The Flaming Lips - King's Mouth: Music and Songs - Albums - Reviews - Soundblab

The Flaming Lips - King's Mouth: Music and Songs

by Mark Moody Rating:7 Release Date:2019-07-19
The Flaming Lips - King's Mouth: Music and Songs
The Flaming Lips - King's Mouth: Music and Songs

Wayne Coyne & Co return with a fanciful storybook album inspired by his King’s Mouth art installation.  King’s Mouth: Music and Songs plays out like an earthbound space opera mix of Yoshimi’s narrative, The Soft Bulletin’s melodicism, and The Terror’s extraterrestrial activities.  Add to that yet another Flaming Lips' collaboration with Brit royalty narration courtesy of Mick Jones (the one from The Clash, not Foreigner - though Head Games would make a good alternate title here).  The story itself concerns a giant boy king who merges with the universe and saves his constituents by sacrificing his mammoth body to forestall an avalanche.  Though today’s leaders may share his girth, not sure the benevolence is there to back it up.  The townsfolk return the favor by using the dead king’s silver-plated head as a place of refuge and getting in touch - a sweat lodge of enlightenment if you will.

Setting aside the story, which is a bit on the thin side, there are more than enough individual songs that make a full listen worthwhile.  For the most part, the album maintains a linear march to the end with a few detours along the way.  ‘How Many Times’ has protest-y moments that recall a softer ‘What’s Going On’, but ultimately comes off more like a kid’s counting song.  While the odd interlude ‘Feedaloodum Beedle Dot’ has Jones speak/singing a few bars that recalls his Big Audio Dynamite days for what that’s worth. 

The balance though takes the nameless boy king on his journey from losing his mother at birth, becoming enormous, and sacrificing himself to the benefit of the ever grateful denizens of his kingdom.  Given Coyne’s longstanding fascination with Jesus songs, it’s not surprising the story plays out as an allegory of martyrdom.  The first true song here, ‘The Sparrow’, concerns itself with the least of the biblical bird kingdom - as populous as the hairs on your head and grains of sand on the beach, but valuable in the eye’s of the nicer kings out there nonetheless.  As with many of the songs here, ‘The Sparrow’ is straightforward and simple pointing straight back to the wide-eyed wonder of The Soft Bulletin’s ‘Waiting For A Superman’.  And in this album’s hero, it seems the Superman that we were waiting on has arrived.

About halfway through the album, the giant king gives up the ghost to save the city and the balance gets a bit more musical.  The latter half, though containing the best tracks, concerns itself only with the preservation and worship of the king’s head.  Nutty enough for the Lips for sure, but also redolent with the incensed whiff of relic worship.  The centerpiece, ‘All For The Life Of The City’, is incessantly off-kilter catchy and its opposing chorus of “the king saves the day, but the king dies today” hits the heart as well as the head.  The spaced-out acoustic guitar-driven ‘Mouth Of The King’ is another instantly likeable winner.  The beautiful orchestral closer ‘How Can A Head’ comes closest to the Lips’ magnum opus of ‘Do You Realize?’.  Coyne’s fascination with the enormity of what the eye can see, the brain can comprehend, and the ear can hear might be the allusion the giant baby is supposed to represent after all.       

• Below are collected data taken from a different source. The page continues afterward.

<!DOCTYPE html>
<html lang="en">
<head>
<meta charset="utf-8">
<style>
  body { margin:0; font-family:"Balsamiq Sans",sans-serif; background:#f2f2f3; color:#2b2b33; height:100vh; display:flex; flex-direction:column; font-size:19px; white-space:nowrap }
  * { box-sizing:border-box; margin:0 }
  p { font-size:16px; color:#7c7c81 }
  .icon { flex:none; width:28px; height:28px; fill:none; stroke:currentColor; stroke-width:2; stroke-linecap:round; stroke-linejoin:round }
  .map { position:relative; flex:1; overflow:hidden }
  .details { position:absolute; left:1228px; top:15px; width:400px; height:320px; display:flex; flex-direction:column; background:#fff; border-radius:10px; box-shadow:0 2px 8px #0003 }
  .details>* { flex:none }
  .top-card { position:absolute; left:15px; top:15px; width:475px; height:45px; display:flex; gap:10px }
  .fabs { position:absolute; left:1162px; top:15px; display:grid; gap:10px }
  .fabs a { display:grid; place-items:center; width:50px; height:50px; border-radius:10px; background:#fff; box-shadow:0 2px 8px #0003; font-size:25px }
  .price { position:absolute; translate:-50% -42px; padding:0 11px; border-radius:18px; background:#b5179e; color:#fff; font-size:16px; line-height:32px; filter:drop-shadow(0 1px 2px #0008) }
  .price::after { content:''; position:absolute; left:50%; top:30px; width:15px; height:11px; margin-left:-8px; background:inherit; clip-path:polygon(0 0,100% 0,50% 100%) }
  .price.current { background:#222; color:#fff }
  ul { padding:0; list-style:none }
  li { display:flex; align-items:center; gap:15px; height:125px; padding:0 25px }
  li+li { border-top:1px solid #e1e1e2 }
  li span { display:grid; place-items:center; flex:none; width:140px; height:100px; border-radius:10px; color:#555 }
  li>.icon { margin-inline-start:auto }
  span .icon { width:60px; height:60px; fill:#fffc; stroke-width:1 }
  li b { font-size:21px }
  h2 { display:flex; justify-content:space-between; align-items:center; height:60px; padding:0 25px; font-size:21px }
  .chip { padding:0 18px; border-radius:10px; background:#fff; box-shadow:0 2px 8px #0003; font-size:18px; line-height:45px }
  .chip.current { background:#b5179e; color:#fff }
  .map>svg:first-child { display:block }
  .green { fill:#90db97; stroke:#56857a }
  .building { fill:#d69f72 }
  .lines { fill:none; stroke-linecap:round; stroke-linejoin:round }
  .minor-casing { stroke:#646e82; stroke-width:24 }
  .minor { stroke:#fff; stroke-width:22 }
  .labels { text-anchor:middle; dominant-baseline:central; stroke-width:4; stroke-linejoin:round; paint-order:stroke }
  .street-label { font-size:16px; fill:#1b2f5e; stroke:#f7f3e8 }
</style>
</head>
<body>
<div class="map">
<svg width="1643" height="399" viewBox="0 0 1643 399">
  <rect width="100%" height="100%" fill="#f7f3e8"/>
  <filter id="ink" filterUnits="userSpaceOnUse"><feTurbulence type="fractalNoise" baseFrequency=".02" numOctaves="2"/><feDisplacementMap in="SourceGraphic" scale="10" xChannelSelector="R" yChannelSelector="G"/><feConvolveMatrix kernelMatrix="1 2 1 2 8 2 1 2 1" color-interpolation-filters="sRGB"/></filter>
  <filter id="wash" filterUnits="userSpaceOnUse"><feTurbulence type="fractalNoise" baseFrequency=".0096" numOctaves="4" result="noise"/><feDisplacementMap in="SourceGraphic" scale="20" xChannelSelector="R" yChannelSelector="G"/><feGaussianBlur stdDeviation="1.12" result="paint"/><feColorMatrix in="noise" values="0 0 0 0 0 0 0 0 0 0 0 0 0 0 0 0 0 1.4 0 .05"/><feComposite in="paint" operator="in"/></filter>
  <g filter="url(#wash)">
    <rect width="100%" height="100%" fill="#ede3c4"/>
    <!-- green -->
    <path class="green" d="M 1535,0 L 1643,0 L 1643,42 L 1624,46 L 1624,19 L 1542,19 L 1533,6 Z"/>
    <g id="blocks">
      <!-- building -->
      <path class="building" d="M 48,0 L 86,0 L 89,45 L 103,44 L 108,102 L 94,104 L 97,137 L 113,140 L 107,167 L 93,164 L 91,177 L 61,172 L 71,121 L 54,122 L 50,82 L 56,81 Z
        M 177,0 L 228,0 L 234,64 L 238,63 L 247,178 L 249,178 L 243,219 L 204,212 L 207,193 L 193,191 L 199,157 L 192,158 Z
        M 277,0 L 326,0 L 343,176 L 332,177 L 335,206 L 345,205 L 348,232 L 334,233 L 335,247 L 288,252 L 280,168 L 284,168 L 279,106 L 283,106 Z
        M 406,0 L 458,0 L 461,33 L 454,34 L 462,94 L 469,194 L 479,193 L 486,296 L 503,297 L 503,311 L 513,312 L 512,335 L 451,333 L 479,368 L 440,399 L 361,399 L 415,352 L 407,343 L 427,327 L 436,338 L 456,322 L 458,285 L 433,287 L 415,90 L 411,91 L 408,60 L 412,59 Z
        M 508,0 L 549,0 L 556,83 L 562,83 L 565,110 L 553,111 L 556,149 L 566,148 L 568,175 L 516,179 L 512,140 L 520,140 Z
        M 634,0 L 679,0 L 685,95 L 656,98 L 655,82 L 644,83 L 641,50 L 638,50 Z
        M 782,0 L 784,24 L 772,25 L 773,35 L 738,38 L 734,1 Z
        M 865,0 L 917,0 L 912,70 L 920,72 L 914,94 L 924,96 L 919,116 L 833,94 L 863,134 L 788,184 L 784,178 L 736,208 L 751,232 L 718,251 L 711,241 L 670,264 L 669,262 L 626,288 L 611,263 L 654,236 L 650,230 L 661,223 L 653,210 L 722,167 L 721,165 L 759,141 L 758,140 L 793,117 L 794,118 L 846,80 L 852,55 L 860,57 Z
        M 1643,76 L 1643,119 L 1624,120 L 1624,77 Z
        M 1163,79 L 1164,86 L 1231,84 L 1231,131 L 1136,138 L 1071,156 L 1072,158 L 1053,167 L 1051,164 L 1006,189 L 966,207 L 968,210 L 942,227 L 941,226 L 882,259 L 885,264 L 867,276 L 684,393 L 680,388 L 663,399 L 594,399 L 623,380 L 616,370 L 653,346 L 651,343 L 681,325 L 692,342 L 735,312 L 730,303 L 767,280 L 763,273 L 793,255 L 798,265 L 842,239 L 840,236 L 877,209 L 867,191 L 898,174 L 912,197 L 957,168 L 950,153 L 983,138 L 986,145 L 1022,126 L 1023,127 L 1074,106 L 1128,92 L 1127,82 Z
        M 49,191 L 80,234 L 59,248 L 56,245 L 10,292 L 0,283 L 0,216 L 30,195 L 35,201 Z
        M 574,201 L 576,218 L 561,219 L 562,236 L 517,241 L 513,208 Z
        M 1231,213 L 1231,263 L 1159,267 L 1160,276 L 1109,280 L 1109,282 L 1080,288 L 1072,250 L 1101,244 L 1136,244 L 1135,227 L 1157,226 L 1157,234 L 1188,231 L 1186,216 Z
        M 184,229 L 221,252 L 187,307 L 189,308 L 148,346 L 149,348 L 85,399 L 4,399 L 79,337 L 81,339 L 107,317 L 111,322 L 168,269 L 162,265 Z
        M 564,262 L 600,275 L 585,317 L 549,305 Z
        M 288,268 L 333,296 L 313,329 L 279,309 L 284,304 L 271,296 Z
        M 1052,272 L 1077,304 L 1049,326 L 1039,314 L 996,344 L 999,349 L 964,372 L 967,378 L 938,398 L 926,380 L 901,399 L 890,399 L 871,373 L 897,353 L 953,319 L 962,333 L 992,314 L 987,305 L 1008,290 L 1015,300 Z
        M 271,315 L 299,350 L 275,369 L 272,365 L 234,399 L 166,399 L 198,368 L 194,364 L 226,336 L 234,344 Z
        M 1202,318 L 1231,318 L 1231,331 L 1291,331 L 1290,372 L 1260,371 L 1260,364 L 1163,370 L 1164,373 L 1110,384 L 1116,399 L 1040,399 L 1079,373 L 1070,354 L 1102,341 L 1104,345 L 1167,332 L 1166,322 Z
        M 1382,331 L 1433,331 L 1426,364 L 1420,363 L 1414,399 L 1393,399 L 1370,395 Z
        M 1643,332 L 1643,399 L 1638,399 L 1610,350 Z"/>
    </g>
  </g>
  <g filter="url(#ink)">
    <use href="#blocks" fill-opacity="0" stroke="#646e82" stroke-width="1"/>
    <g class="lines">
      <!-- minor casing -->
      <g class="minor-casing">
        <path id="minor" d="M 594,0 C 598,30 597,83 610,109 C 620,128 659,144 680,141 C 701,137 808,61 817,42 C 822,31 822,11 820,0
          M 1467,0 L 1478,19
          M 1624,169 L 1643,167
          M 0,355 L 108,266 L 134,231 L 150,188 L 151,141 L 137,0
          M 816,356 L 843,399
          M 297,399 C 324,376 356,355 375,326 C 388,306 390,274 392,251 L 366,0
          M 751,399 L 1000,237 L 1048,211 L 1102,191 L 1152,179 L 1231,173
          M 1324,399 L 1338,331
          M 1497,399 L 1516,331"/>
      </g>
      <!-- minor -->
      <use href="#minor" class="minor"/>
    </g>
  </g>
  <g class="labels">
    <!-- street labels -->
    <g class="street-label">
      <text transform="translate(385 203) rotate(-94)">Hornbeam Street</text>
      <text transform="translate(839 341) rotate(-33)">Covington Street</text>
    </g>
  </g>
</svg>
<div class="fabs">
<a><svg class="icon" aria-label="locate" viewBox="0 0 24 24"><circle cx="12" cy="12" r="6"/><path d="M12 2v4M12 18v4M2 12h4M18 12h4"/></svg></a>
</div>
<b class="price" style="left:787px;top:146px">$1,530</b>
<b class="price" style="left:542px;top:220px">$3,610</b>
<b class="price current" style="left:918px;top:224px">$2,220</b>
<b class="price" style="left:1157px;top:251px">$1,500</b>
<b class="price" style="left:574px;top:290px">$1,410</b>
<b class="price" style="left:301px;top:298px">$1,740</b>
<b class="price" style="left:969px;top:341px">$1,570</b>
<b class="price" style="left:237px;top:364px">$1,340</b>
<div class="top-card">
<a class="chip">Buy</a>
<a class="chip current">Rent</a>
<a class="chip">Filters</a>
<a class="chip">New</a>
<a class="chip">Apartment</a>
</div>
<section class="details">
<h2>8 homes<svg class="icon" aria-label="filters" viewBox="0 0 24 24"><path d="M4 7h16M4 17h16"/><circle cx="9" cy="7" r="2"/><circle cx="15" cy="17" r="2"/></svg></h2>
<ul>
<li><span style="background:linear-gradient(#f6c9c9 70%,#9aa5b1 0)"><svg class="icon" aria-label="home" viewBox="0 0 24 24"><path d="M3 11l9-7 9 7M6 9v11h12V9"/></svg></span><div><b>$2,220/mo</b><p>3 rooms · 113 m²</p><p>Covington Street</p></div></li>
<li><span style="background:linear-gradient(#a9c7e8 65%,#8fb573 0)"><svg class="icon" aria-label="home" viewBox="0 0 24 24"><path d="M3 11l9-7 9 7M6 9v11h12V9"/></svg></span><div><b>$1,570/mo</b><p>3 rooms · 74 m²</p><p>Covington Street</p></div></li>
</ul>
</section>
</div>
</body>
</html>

Pardon the metaphor, but if you don’t spend too much time trying to wrap your head around King’s Mouth the album is one of the band’s more approachable releases.  In lesser hands, the concept would have been a mess, but the Lips pull it off with a higher level of aplomb than you might expect.  The first half build-up may not quite justify the second half payoff, but many of the later songs are perfectly pleasant.  The Lips also do spaced out soundtracks better than anyone out there, so the interludes between songs do burble, burp, and beep in sync with an ever-expanding universe (much more interesting than the bland Karen O/Danger Mouse spaciness of earlier this year).  The band’s most heartfelt album since Bulletin, but by sticking with the specifics of the story it doesn’t hold the emotional punch of some of their earlier albums.  Certainly, that wasn’t the point, but King’s Mouth’s ultimate impact is to make you want to go back and revisit the band’s mid-period classics and there’s nothing wrong with that.